*AVAILABLE DATA:*
-*-*-

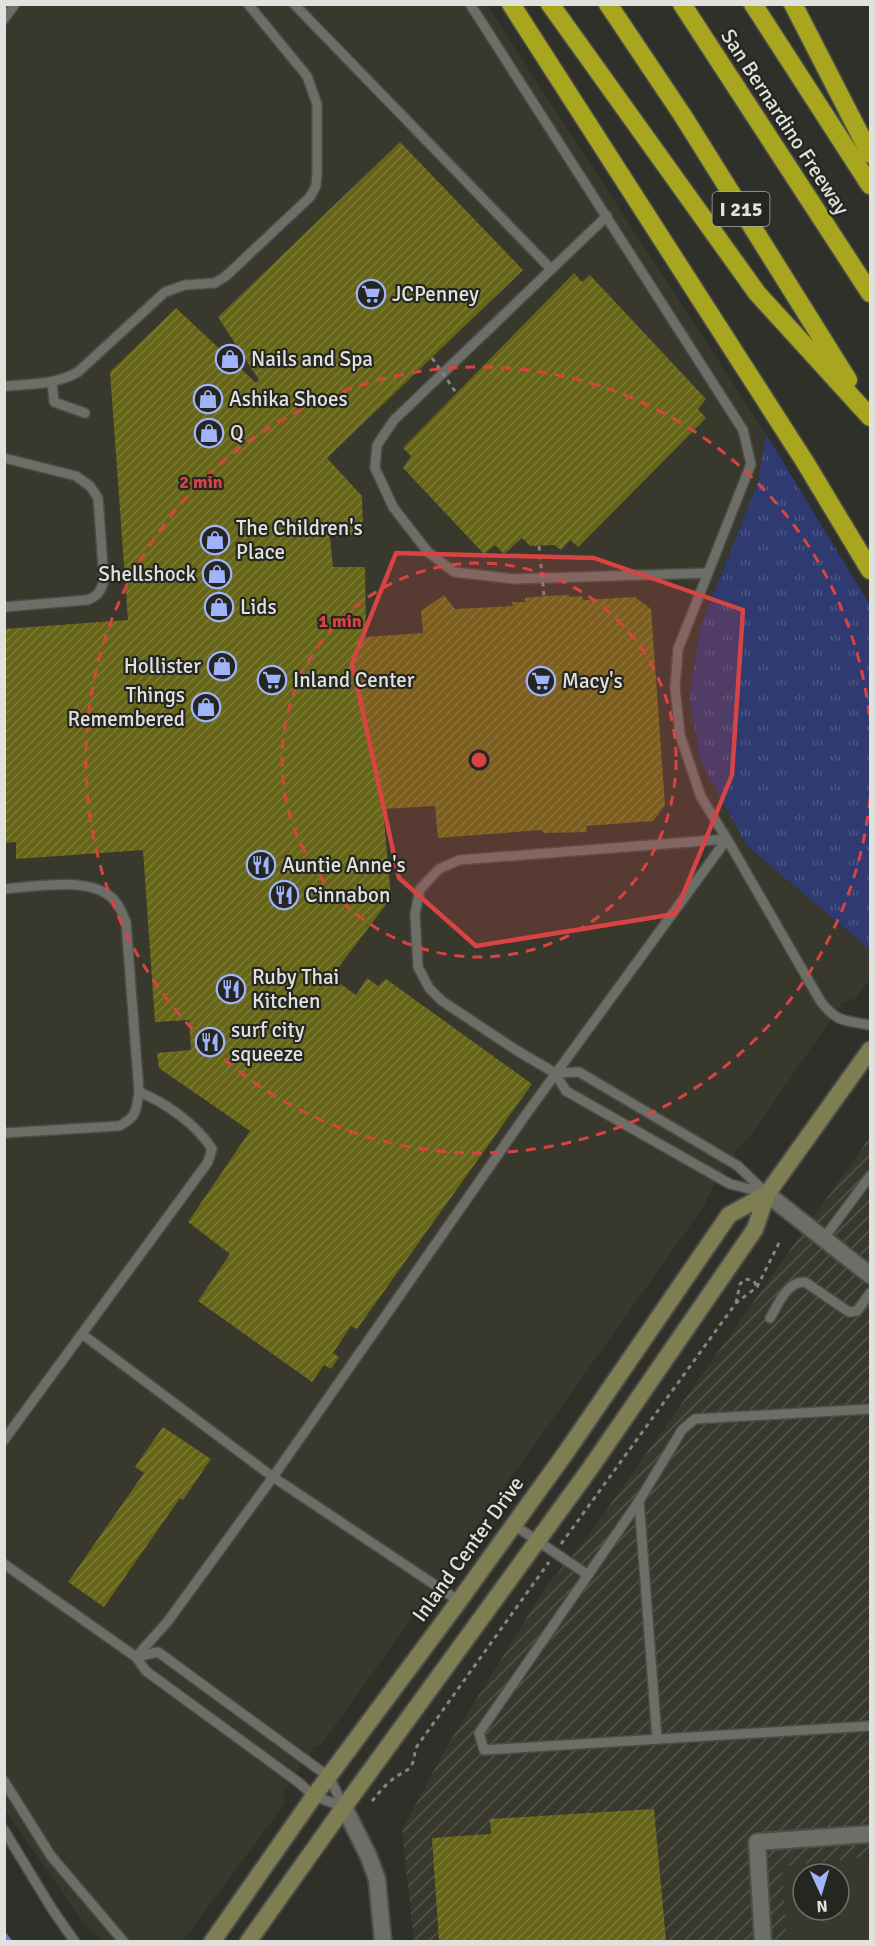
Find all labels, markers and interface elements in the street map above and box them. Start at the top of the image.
street label: San Bernardino Freeway [715,24,855,220]
road number: I 215 [712,192,770,226]
supermarket icon: JCPenney [355,278,387,310]
place label: JCPenney [392,281,479,307]
shop icon: Nails and Spa [214,343,246,375]
place label: Nails and Spa [251,346,373,372]
shop icon: Ashika Shoes [192,383,224,415]
place label: Ashika Shoes [229,386,348,412]
shop icon: Q [193,417,225,449]
place label: Q [230,420,244,446]
text: 2 min [179,471,223,493]
place label: The Children's Place [236,515,363,565]
shop icon: The Children's Place [199,524,231,556]
shop icon: Shellshock [201,558,233,590]
place label: Shellshock [98,561,196,587]
shop icon: Lids [203,591,235,623]
place label: Lids [240,594,277,620]
text: 1 min [318,610,362,632]
shop icon: Hollister [206,650,238,682]
place label: Hollister [124,653,201,679]
supermarket icon: Inland Center [256,664,288,696]
supermarket icon: Macy's [525,665,557,697]
place label: Inland Center [293,667,415,693]
place label: Macy's [562,668,623,694]
place label: Things Remembered [68,682,185,732]
shop icon: Things Remembered [190,691,222,723]
centre of rings [469,750,489,770]
restaurant icon: Auntie Anne's [245,849,277,881]
place label: Auntie Anne's [282,852,406,878]
restaurant icon: Cinnabon [268,879,300,911]
place label: Cinnabon [305,882,390,908]
place label: Ruby Thai Kitchen [252,964,339,1014]
restaurant icon: Ruby Thai Kitchen [215,973,247,1005]
place label: surf city squeeze [231,1017,305,1067]
restaurant icon: surf city squeeze [194,1026,226,1058]
street label: Inland Center Drive [407,1471,529,1627]
north arrow [791,1862,851,1922]
text: N [816,1896,828,1916]

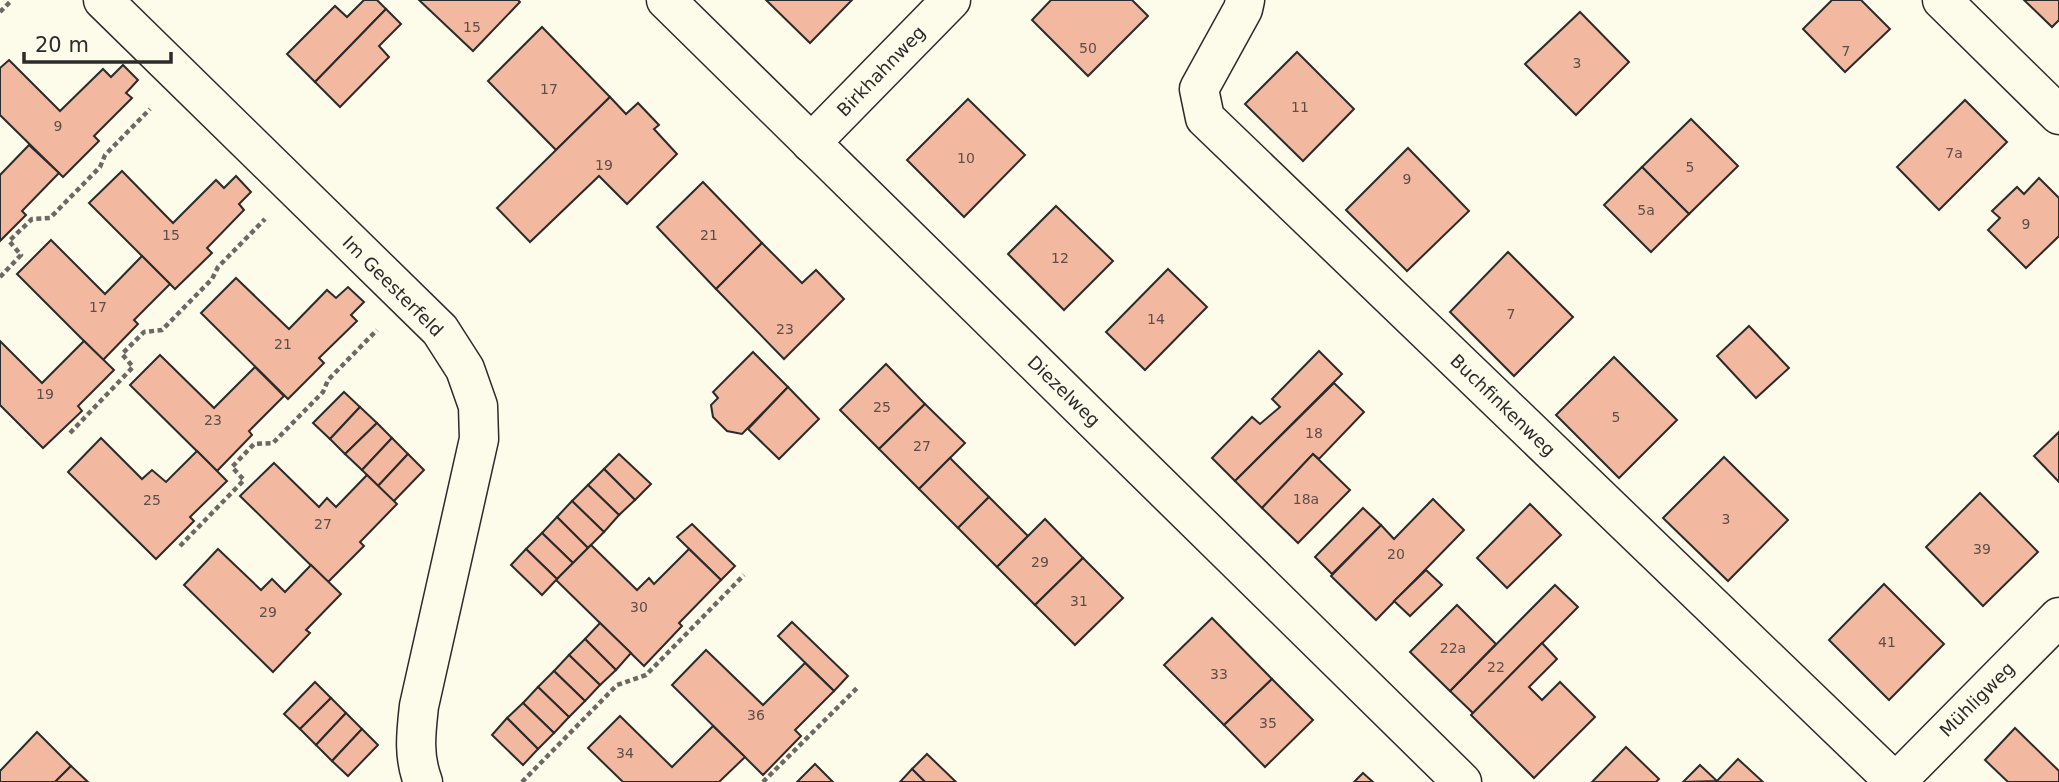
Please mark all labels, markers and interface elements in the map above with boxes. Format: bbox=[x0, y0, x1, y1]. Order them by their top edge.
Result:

-*-*-

*EXERCISE:*
Set down every entry exactly; omit the pictures.

*EXERCISE SOLUTION:*
Find all labels, markers and interface elements in the street map above and box them. Start at the top of the image.
street label: San Bernardino Freeway [715,24,855,220]
road number: I 215 [712,192,770,226]
supermarket icon: JCPenney [355,278,387,310]
place label: JCPenney [392,281,479,307]
shop icon: Nails and Spa [214,343,246,375]
place label: Nails and Spa [251,346,373,372]
shop icon: Ashika Shoes [192,383,224,415]
place label: Ashika Shoes [229,386,348,412]
shop icon: Q [193,417,225,449]
place label: Q [230,420,244,446]
text: 2 min [179,471,223,493]
place label: The Children's Place [236,515,363,565]
shop icon: The Children's Place [199,524,231,556]
shop icon: Shellshock [201,558,233,590]
place label: Shellshock [98,561,196,587]
shop icon: Lids [203,591,235,623]
place label: Lids [240,594,277,620]
text: 1 min [318,610,362,632]
shop icon: Hollister [206,650,238,682]
place label: Hollister [124,653,201,679]
supermarket icon: Inland Center [256,664,288,696]
supermarket icon: Macy's [525,665,557,697]
place label: Inland Center [293,667,415,693]
place label: Macy's [562,668,623,694]
place label: Things Remembered [68,682,185,732]
shop icon: Things Remembered [190,691,222,723]
centre of rings [469,750,489,770]
restaurant icon: Auntie Anne's [245,849,277,881]
place label: Auntie Anne's [282,852,406,878]
restaurant icon: Cinnabon [268,879,300,911]
place label: Cinnabon [305,882,390,908]
place label: Ruby Thai Kitchen [252,964,339,1014]
restaurant icon: Ruby Thai Kitchen [215,973,247,1005]
place label: surf city squeeze [231,1017,305,1067]
restaurant icon: surf city squeeze [194,1026,226,1058]
street label: Inland Center Drive [407,1471,529,1627]
north arrow [791,1862,851,1922]
text: N [816,1896,828,1916]

Please mark all labels, markers and interface elements in the map above with boxes. Format: bbox=[x0, y0, x1, y1]. Order them by their top edge.
Result:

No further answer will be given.